The cellular and molecular interactions in the current model
To understand the complex cellular and molecular responses to HP infection, we have summarized the currently prevailing hypotheses regarding HP infection and host responses into a wiring diagram. As a visualization aid, the wiring diagram is further divided into four modules (Fig. 1): the transcription changes, atrophy, Hedgehog singling, and the restriction point.
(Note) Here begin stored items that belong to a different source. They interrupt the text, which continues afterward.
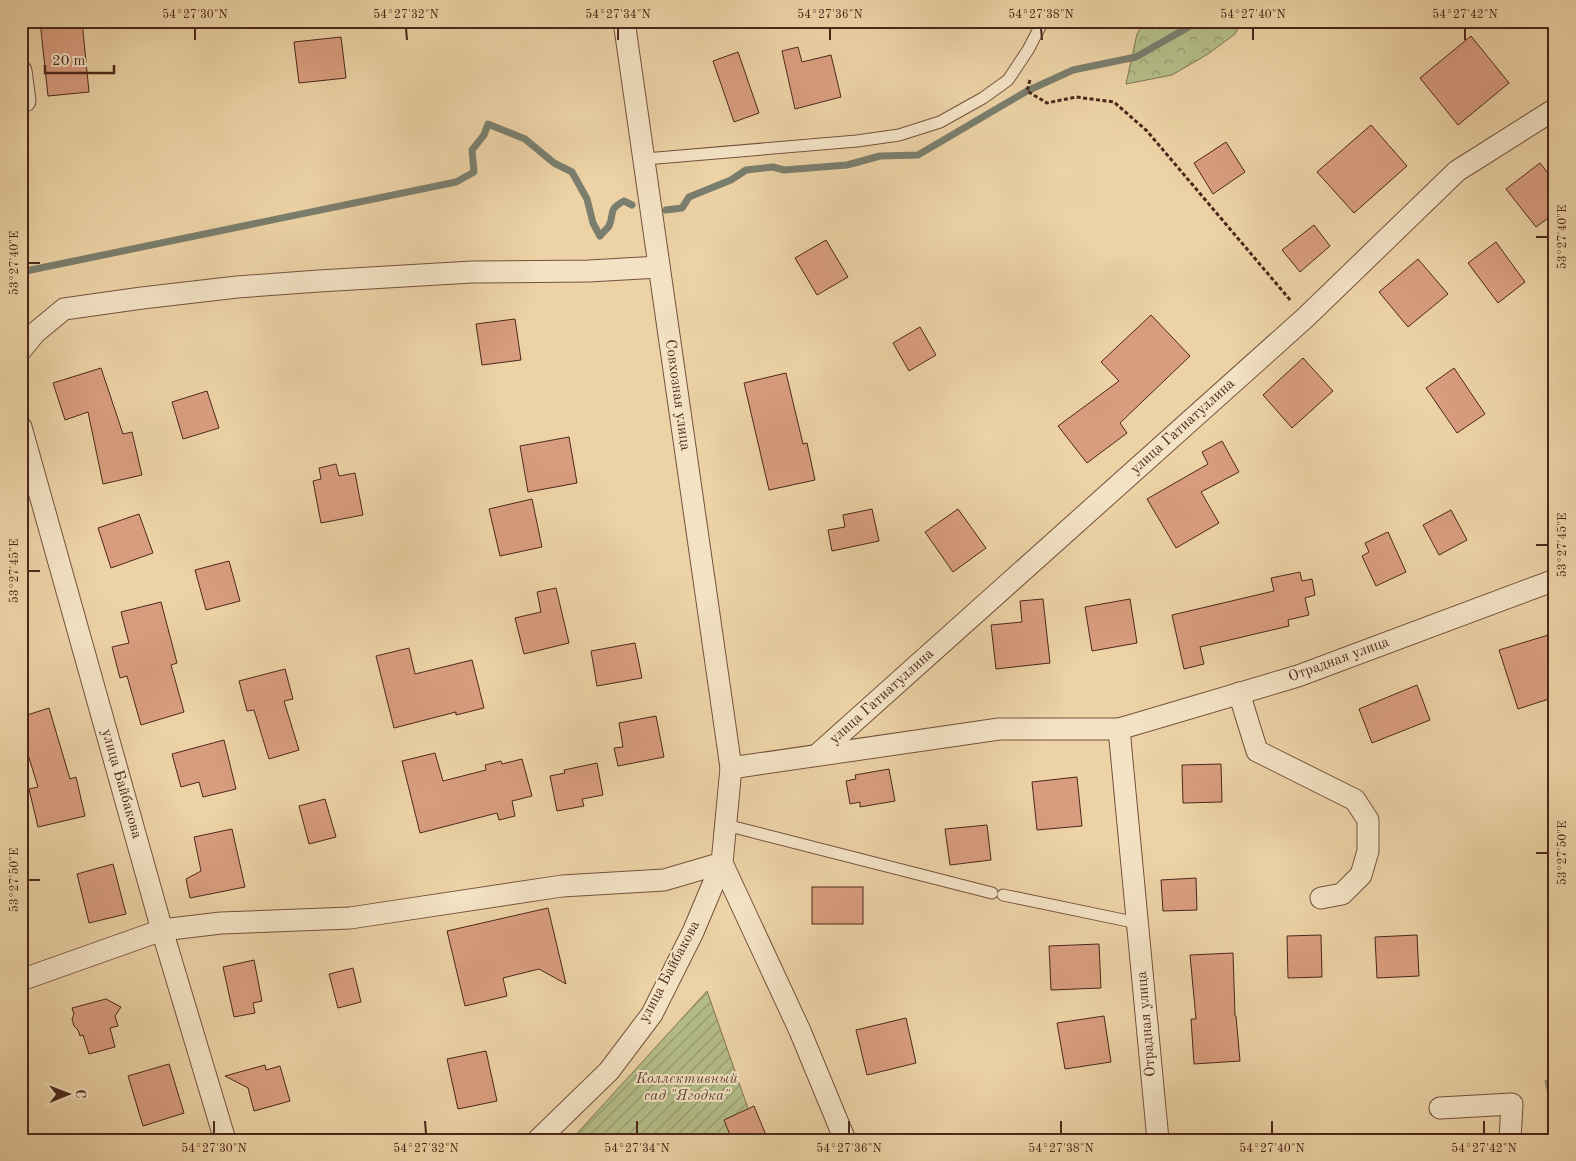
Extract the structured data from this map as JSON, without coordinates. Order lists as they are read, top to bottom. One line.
{"streets":{"street":["Совхозная улица","улица Гатиатуллина","Отрадная улица","улица Байбакова"]},"crossings":[["Совхозная улица","Отрадная улица"],["Совхозная улица","улица Байбакова"],["улица Гатиатуллина","Отрадная улица"],["Отрадная улица","улица Байбакова"]],"parks":["Коллективный сад \"Ягодка\""],"scale_bar":"20 m","north":"right","coordinates":["54°27'30\"N","54°27'32\"N","54°27'34\"N","54°27'36\"N","54°27'38\"N","54°27'40\"N","54°27'42\"N","53°27'40\"E","53°27'45\"E","53°27'50\"E"]}
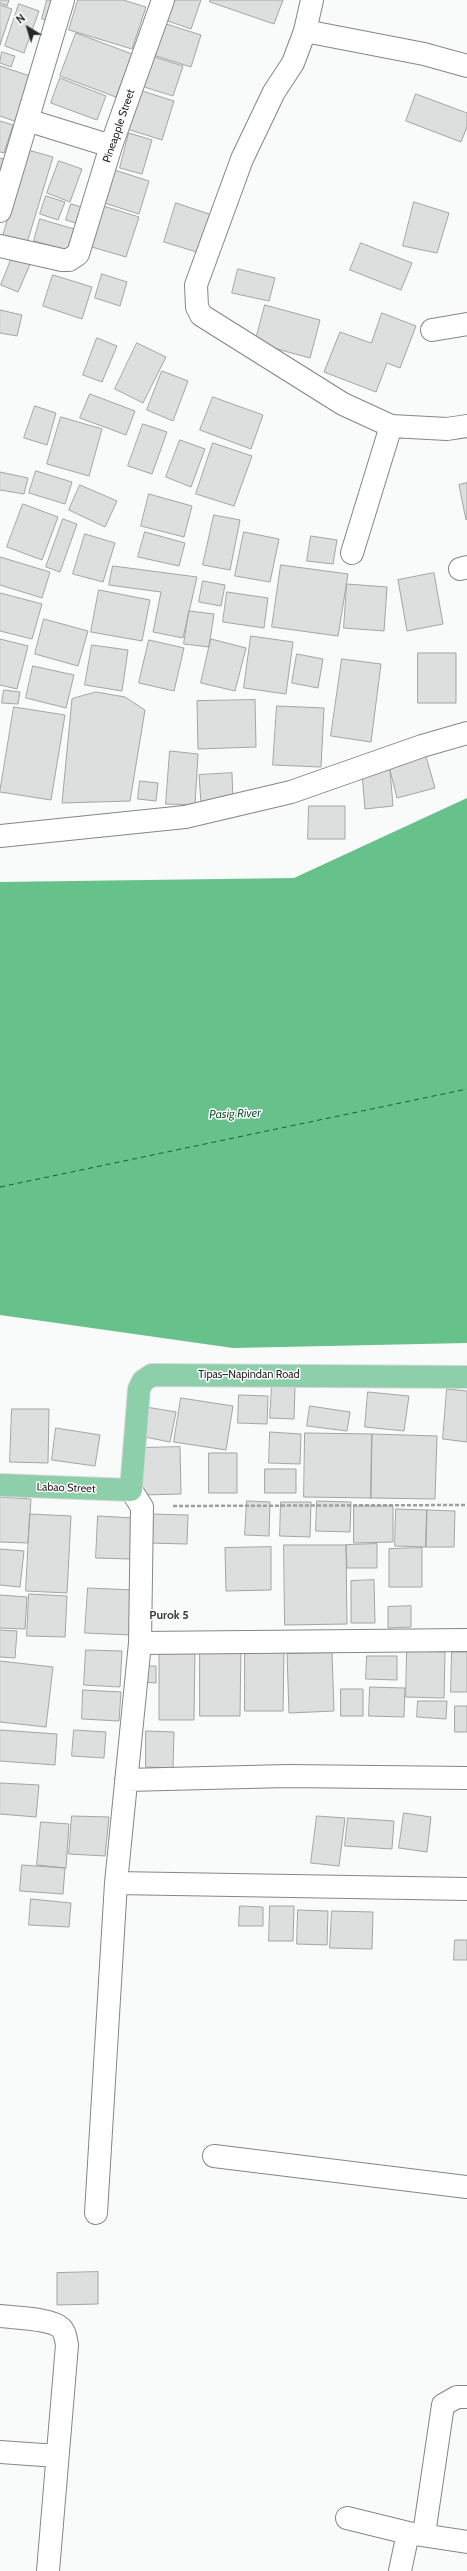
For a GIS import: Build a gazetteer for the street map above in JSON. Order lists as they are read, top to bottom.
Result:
{
  "streets": {
    "main road": ["Tipas–Napindan Road", "Labao Street"],
    "street": ["Pineapple Street"]
  },
  "crossings": [
    ["Tipas–Napindan Road", "Labao Street"]
  ],
  "districts": ["Purok 5"],
  "water": ["Pasig River"],
  "north": "top left"
}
The biological justifications for these modules are described in the method section.
Similar to experimental models, a mathematical model must be able to mimic the biological systems we wish to study. To fulfill this requirement, we first test whether our model is able to recapture experimental observations.
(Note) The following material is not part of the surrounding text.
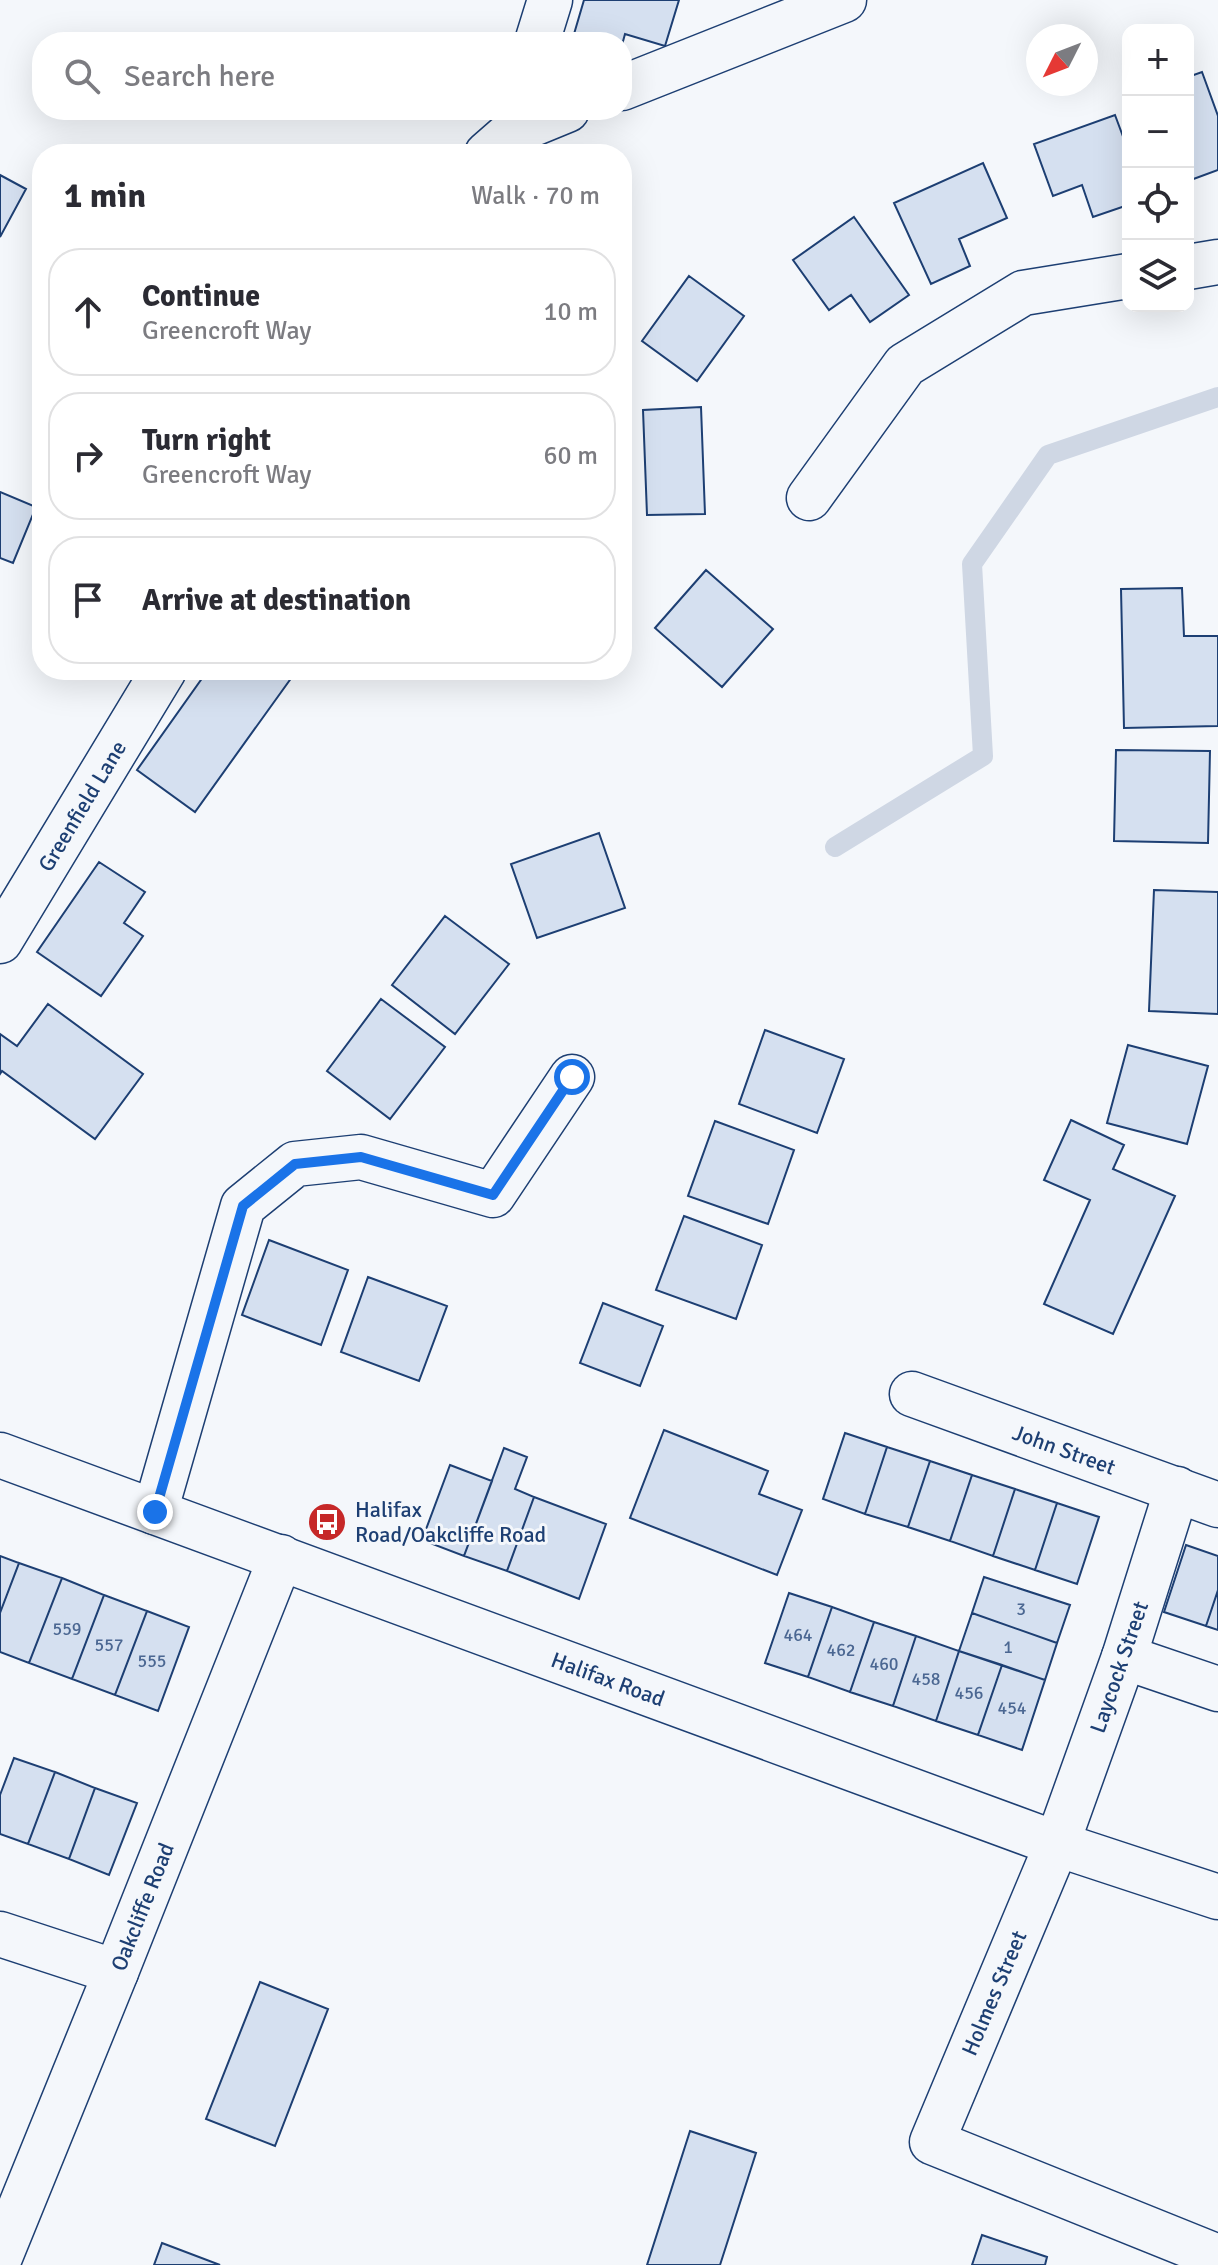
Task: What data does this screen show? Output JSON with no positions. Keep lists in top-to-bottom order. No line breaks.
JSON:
{"streets":{"main road":["Greenfield Lane","John Street","Laycock Street","Halifax Road","Oakcliffe Road","Holmes Street"]},"crossings":[["John Street","Laycock Street"],["Laycock Street","Halifax Road"],["Laycock Street","Holmes Street"],["Halifax Road","Oakcliffe Road"],["Halifax Road","Holmes Street"]],"places":{"bus stop":["Halifax Road/Oakcliffe Road"]},"house_numbers":["3","559","464","557","1","462","555","460","458","456","454"],"north":"bottom left","page":{"map_buttons":["+","−"],"search":"Search here","heading":["1 min","Walk · 70 m"],"list":[["Continue","Greencroft Way","10 m"],["Turn right","Greencroft Way","60 m"],"Arrive at destination"]}}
Modeling host transcriptional changes following HP infection
Under normal conditions, NF-κB is held in its inactive state by its inhibitor IkB proteins, with IkBα being the dominant one. Upon infection with HP, gastric cells lose their IkBα expression within 2 h. This loss results in an increase in Nf-kB expression and a corresponding increase in downstream genes [6].
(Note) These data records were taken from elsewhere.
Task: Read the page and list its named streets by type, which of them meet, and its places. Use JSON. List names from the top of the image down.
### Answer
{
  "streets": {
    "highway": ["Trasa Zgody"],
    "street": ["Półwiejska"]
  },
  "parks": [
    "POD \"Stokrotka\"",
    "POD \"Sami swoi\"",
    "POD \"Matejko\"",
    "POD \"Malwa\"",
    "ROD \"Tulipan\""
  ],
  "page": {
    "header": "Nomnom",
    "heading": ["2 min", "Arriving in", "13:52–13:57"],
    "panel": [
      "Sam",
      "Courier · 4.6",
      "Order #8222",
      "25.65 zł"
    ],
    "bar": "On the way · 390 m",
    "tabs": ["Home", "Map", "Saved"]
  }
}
IkBα itself is a target gene of NF-κB, after its activation, Nf-κB promotes the expression of IkBα. This negative feedback has been incorporated into our current model (Fig. 1). Prior to HP infection, the model simulation shows a high level of IkBα (black curve, Fig. 2a) and a low level of NF-κB (blue curve, Fig. 2a). Following infection by HP (applied at t = 5 h in Fig. 2a), IkBα is degraded and its level quickly decreases. Due to the degradation of its inhibitors, NF-κB is activated. Activated NF-kB leads to the transcription of target genes (red curve, Fig. 2a). Because IkBα is downstream of Nf-κb, IkBα level gradually increases and again brings down the level of NF-κB.
Despite the function of the negative feedback, NF-κB activity is sustained for some time following HP infection. It was previously reported that NF-κB transcription activity can still be observed 24 h after HP infection [6]. Our model simulation is consistent with this experimentally observed activation of NF-κB transcription activity even in the presence of the re-accumulated IkBα (see Fig. 4A and B, Schumacher et al., 2015, [6]). The residual activity of NF-kB is able to sustain the transcription of its target genes for more than 20 h post HP infection (Fig. 2a).
In addition to NF-κB, HP infection also activates other transcriptional enhancers and factors such as β-catenin and AP1. In turn, these factors lead to increased CyclinD production and enhanced cell proliferation [9]. Such enhanced proliferation will be discussed below.
The current model recaptures HP induced gastric atrophy
In the weeks following HP infection, elevated expression of IL-1 can be detected in infected mice [10]. This gradual increase in IL-1 is recaptured in our model simulation (blue curve, Fig. 2b). The increase in IL-1 is able to repress the secretion of acid as well as the production of Shh (see Fig. 5A and B, Waghray et al. 2009) [10]. After the level of IL-1 increases to a threshold point, both acid secretion and Shh expression are lost (Fig. 2b), consistent to the experimentally observed atrophy.
As illustrated in the wiring diagram (Fig. 1), a positive feedback between acid secretion and Shh production maintains high levels of both acid and Shh in healthy cells. After the increase of IL-1, Shh is inhibited and this positive feedback is blocked, leading to an atrophic state where upon gastric cells lose production of both Shh and acid (Fig. 2b).
Shh reemerges in the presence of high IL-1
During chronic HP infection, elevated levels of inflammatory cytokines (e.g. INF-γ, TGF-β) recruit bone marrow derived mesenchymal stem cells (BMMSCs) to the site of gastritis [11, 12]. These BMMSCs express and secrete high levels of Shh [13]. This forms an autocrine loop in which Shh promotes the expression of Cyclin D1 in MSCs to promote MSC proliferation. Cyclin D1 represses the cell cycle inhibitors Rb and p27, leading to an increase in the percentage of MSCs in the S/G2/M stages. Through a paracrine loop, Shh also promotes the proliferation of epithelial cells, including CD44 positive tumor stem cells [14].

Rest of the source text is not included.